The 376th Bomb Group was the first. The lead plane, piloted by Brian Flavell, had the group’s best navigator, Capt Anderson. Well before they got even close to the target, she suddenly spun out of formation and crashed.
The plane carrying the Group commander, Col Keith K. Compton, and the mission commander General Uzal G. Ent, which had been in the second wave of the first group, moved up to take its place. That plane had a much less experienced navigator, so Compton was doing his own navigating as well as flying. Compton is said to have made the wrong turn over the objections of his very junior navigator.
We may never know exactly what went wrong, unless and until we meet those chaps in heaven, by which time we probably won’t care. But the navigation mistake which torpedoed their mission serves as a lesson in crew resource management.
I recently returned from a Rhine River cruise. We stopped in Cologne and looked at its magnificent cathedral. In 1945 almost all of Cologne had been destroyed, except for (most of) that cathedral.
Allied bomber crews did their best to spare it, not only because it was a priceless cultural monument to God that had taken 600 years to build and was nearly a millennia old, but also because its two huge spires were a very unique landmark that could be seen for miles and left zero doubt where they were.
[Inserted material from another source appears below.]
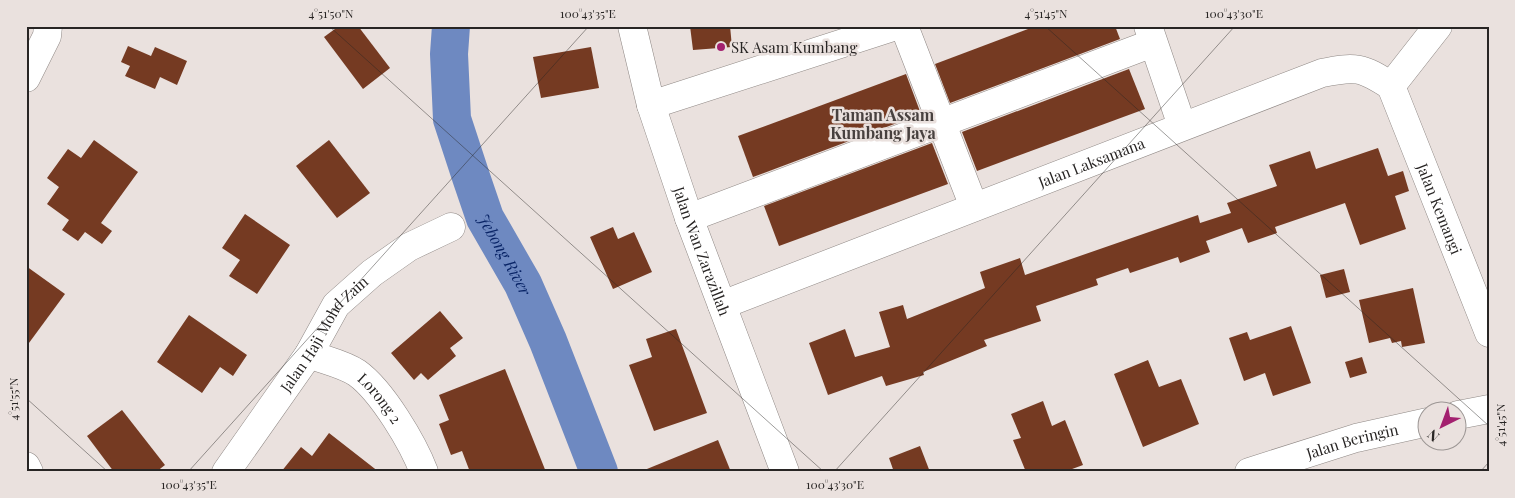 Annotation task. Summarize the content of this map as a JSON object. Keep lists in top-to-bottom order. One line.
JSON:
{"streets":{"street":["Jalan Laksamana","Jalan Kemangi","Jalan Wan Zarazillah","Jalan Haji Mohd Zain","Lorong 2","Jalan Beringin"]},"crossings":[["Jalan Laksamana","Jalan Kemangi"],["Jalan Laksamana","Jalan Wan Zarazillah"],["Jalan Haji Mohd Zain","Lorong 2"]],"districts":["Taman Assam Kumbang Jaya"],"water":["Jebong River"],"places":["SK Asam Kumbang"],"north":"bottom left","coordinates":["4°51'50\"N","100°43'35\"E","4°51'45\"N","100°43'30\"E","4°51'55\"N"]}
Having that magnificent cathedral there as a waypoint helped the navigators keep them on course to their next bomb delivery, way before GPS.
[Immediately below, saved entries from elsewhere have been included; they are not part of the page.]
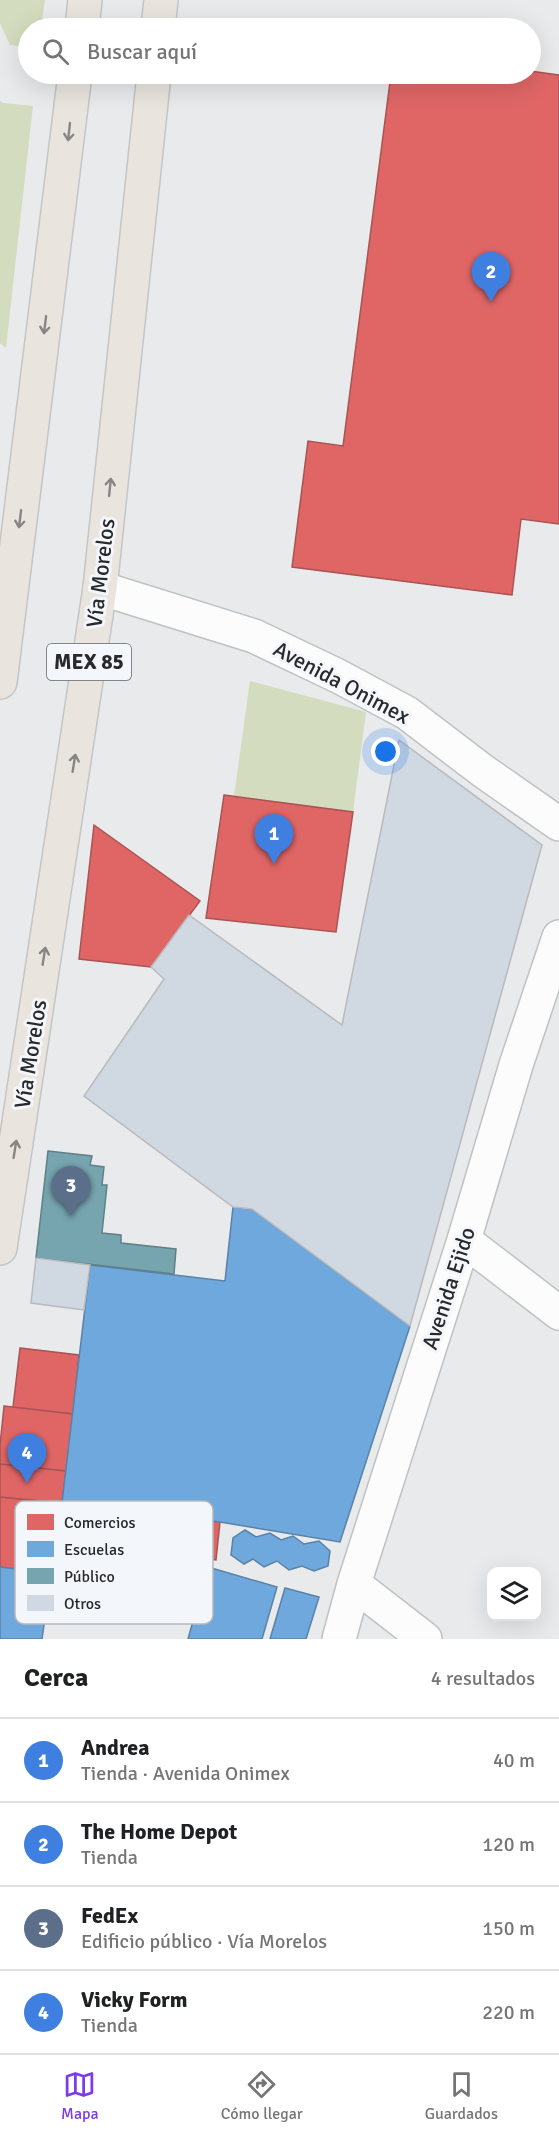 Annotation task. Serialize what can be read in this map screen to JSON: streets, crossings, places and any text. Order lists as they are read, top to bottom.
{
  "streets": {
    "main road": ["Vía Morelos", "MEX 85"],
    "street": ["Avenida Onimex", "Avenida Ejido"]
  },
  "crossings": [
    ["Vía Morelos", "Avenida Onimex"]
  ],
  "legend": [
    "Comercios",
    "Escuelas",
    "Público",
    "Otros"
  ],
  "page": {
    "search": "Buscar aquí",
    "pins": [
      "2",
      "1",
      "3",
      "4"
    ],
    "heading": ["Cerca", "4 resultados"],
    "list": [
      {
        "mark": "1",
        "name": "Andrea",
        "note": "Tienda · Avenida Onimex",
        "value": "40 m"
      },
      {
        "mark": "2",
        "name": "The Home Depot",
        "note": "Tienda",
        "value": "120 m"
      },
      {
        "mark": "3",
        "name": "FedEx",
        "note": "Edificio público · Vía Morelos",
        "value": "150 m"
      },
      {
        "mark": "4",
        "name": "Vicky Form",
        "note": "Tienda",
        "value": "220 m"
      }
    ],
    "nav": ["Mapa", "Cómo llegar", "Guardados"]
  }
}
So easy was Cologne, with it giant cathedral near the Rhine, to spot from the air even by moonlight, that Sir Arthur “Bomber” Harris selected Cologne for the RAF’s first “thousand bomber” raid on 29 – 30 May 1942.
Even later in the war, when Oboe and onboard H2S radar on some of the Pathfinder aircraft helped the RAF to hit their targets at night, navigators were still important, not only in getting to the point where H2S could be used, but in also plotting the course back home.
Norm gave me a book called Horrido! about the Luftwaffe fighter pilots they had fought against. Norm said he had great respect for them, even though they had done their level best to kill one another. Navigators, radio operators, and engineers also manned .50 cal machine guns. Norm may have been seeking absolution through forgiveness, but I think he was genuinely interested in inspiring me toward my goal of becoming a fighter pilot.
The German aces put ours to shame–many had over 100 victories (some over 300); our highest scoring fighter ace, Richard Bong, only had 40. Our pilots might have 100 combat missions under their belts by the end of a war. Some German pilots–if they lived long enough–had over 1000 combat missions.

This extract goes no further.